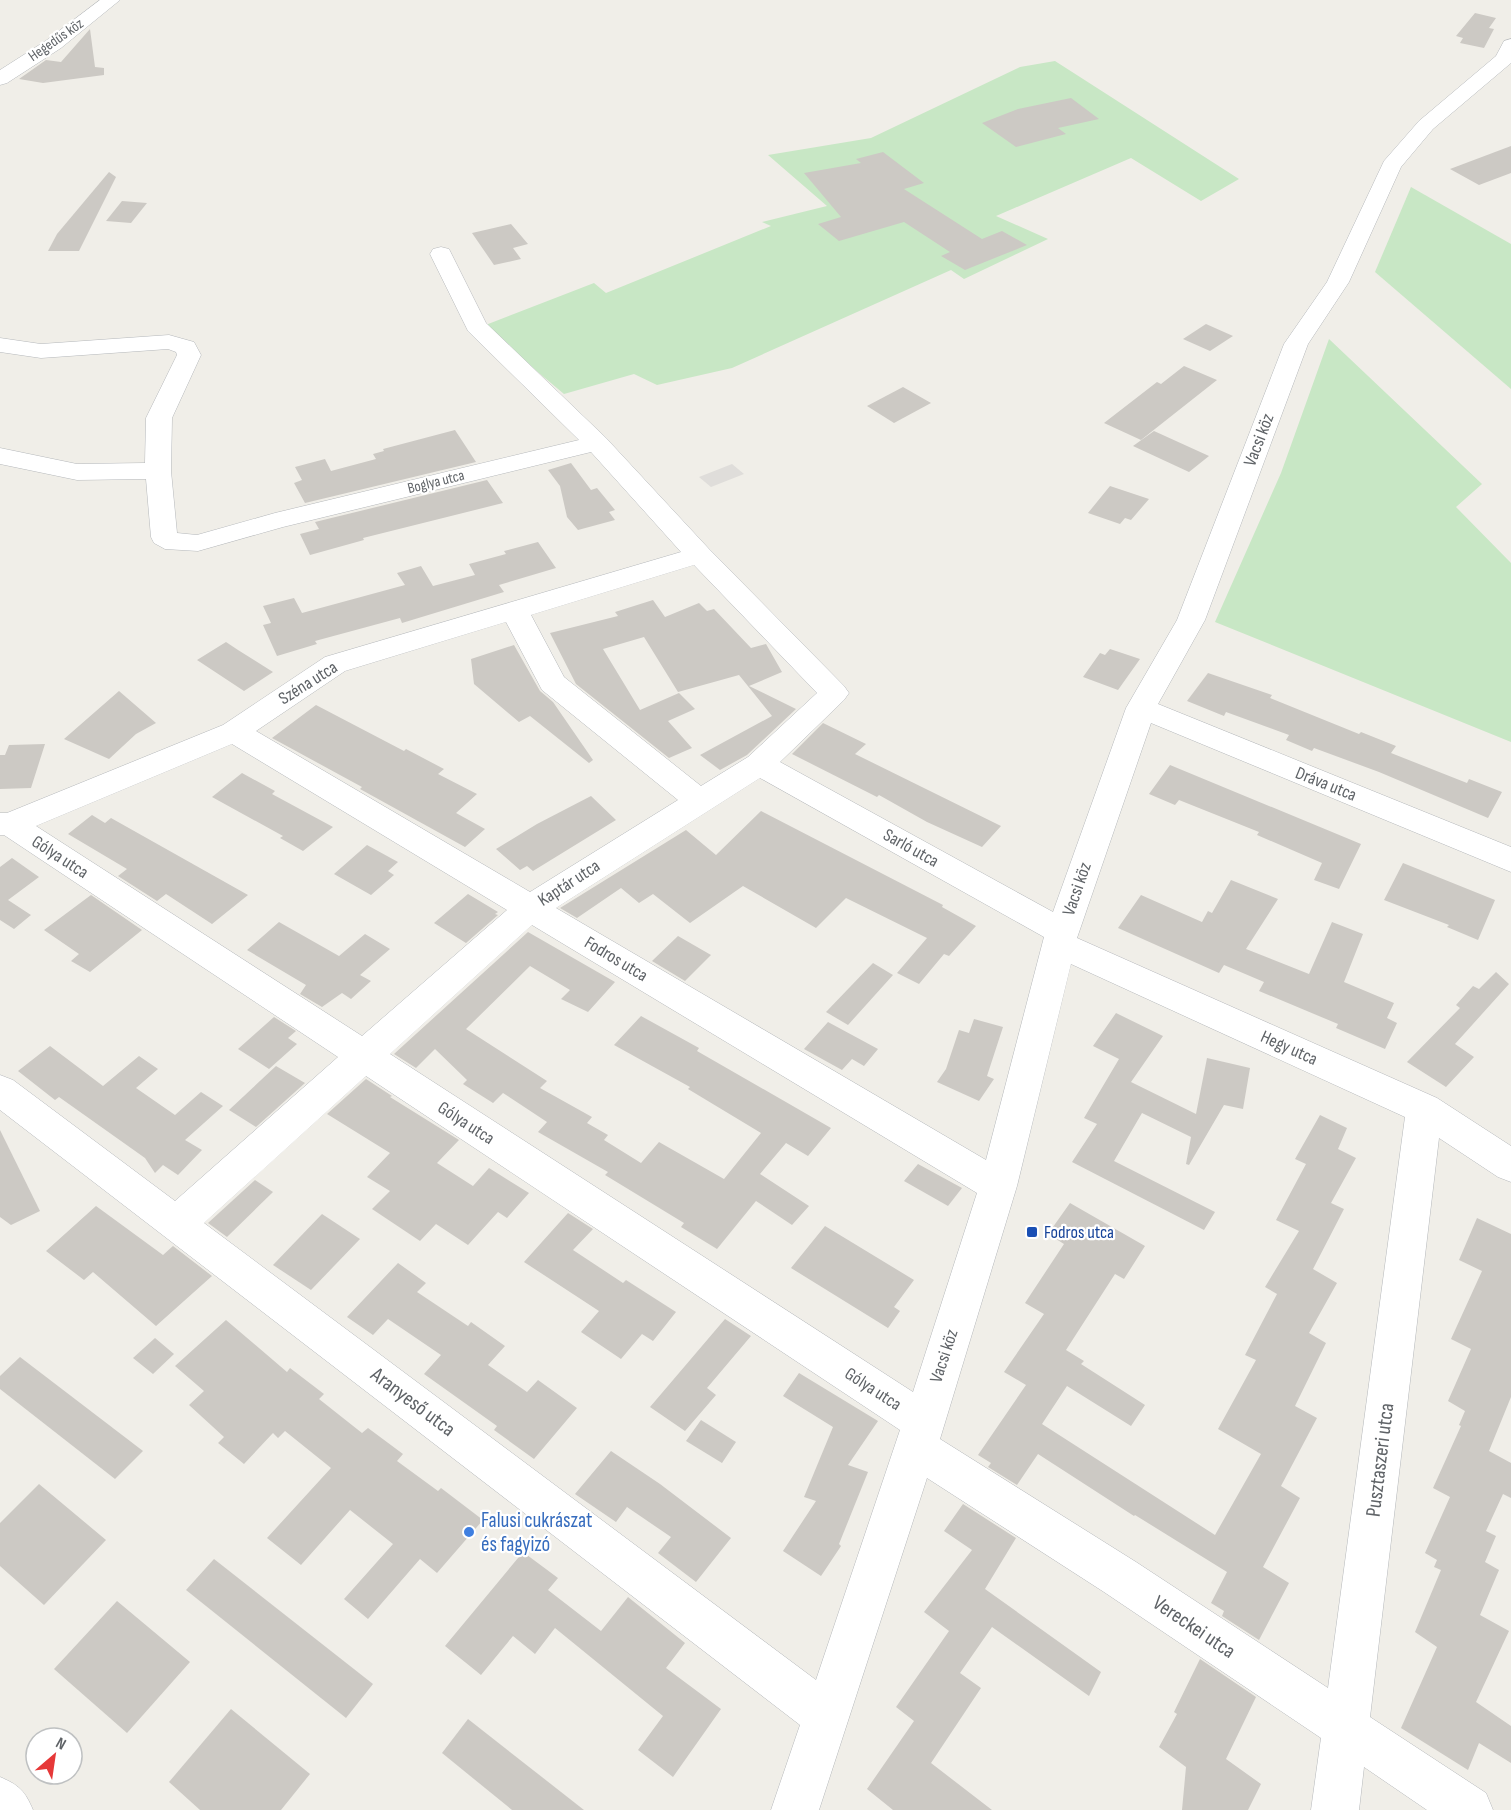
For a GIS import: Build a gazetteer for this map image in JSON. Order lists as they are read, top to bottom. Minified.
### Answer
{"streets":{"street":["Hegedűs köz","Vacsi köz","Boglya utca","Széna utca","Dráva utca","Sarló utca","Gólya utca","Kaptár utca","Fodros utca","Hegy utca","Aranyeső utca","Pusztaszeri utca","Vereckei utca"]},"crossings":[["Vacsi köz","Dráva utca"],["Vacsi köz","Sarló utca"],["Vacsi köz","Gólya utca"],["Vacsi köz","Fodros utca"],["Vacsi köz","Hegy utca"],["Vacsi köz","Aranyeső utca"],["Vacsi köz","Vereckei utca"],["Széna utca","Gólya utca"],["Széna utca","Kaptár utca"],["Széna utca","Fodros utca"],["Sarló utca","Kaptár utca"],["Sarló utca","Hegy utca"],["Gólya utca","Kaptár utca"],["Gólya utca","Vereckei utca"],["Kaptár utca","Fodros utca"],["Kaptár utca","Aranyeső utca"],["Hegy utca","Pusztaszeri utca"],["Pusztaszeri utca","Vereckei utca"]],"places":{"transit":["Fodros utca"],"other":["Falusi cukrászat és fagyizó"]},"north":"top right"}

************

Exercise
Each line of the data should be quoted exactly, with pictures left out.

Response to this exercise
For a GIS import: Build a gazetteer for this map image in JSON. Order lists as they are read, top to bottom. Minified.
### Answer
{"streets":{"street":["Hegedűs köz","Vacsi köz","Boglya utca","Széna utca","Dráva utca","Sarló utca","Gólya utca","Kaptár utca","Fodros utca","Hegy utca","Aranyeső utca","Pusztaszeri utca","Vereckei utca"]},"crossings":[["Vacsi köz","Dráva utca"],["Vacsi köz","Sarló utca"],["Vacsi köz","Gólya utca"],["Vacsi köz","Fodros utca"],["Vacsi köz","Hegy utca"],["Vacsi köz","Aranyeső utca"],["Vacsi köz","Vereckei utca"],["Széna utca","Gólya utca"],["Széna utca","Kaptár utca"],["Széna utca","Fodros utca"],["Sarló utca","Kaptár utca"],["Sarló utca","Hegy utca"],["Gólya utca","Kaptár utca"],["Gólya utca","Vereckei utca"],["Kaptár utca","Fodros utca"],["Kaptár utca","Aranyeső utca"],["Hegy utca","Pusztaszeri utca"],["Pusztaszeri utca","Vereckei utca"]],"places":{"transit":["Fodros utca"],"other":["Falusi cukrászat és fagyizó"]},"north":"top right"}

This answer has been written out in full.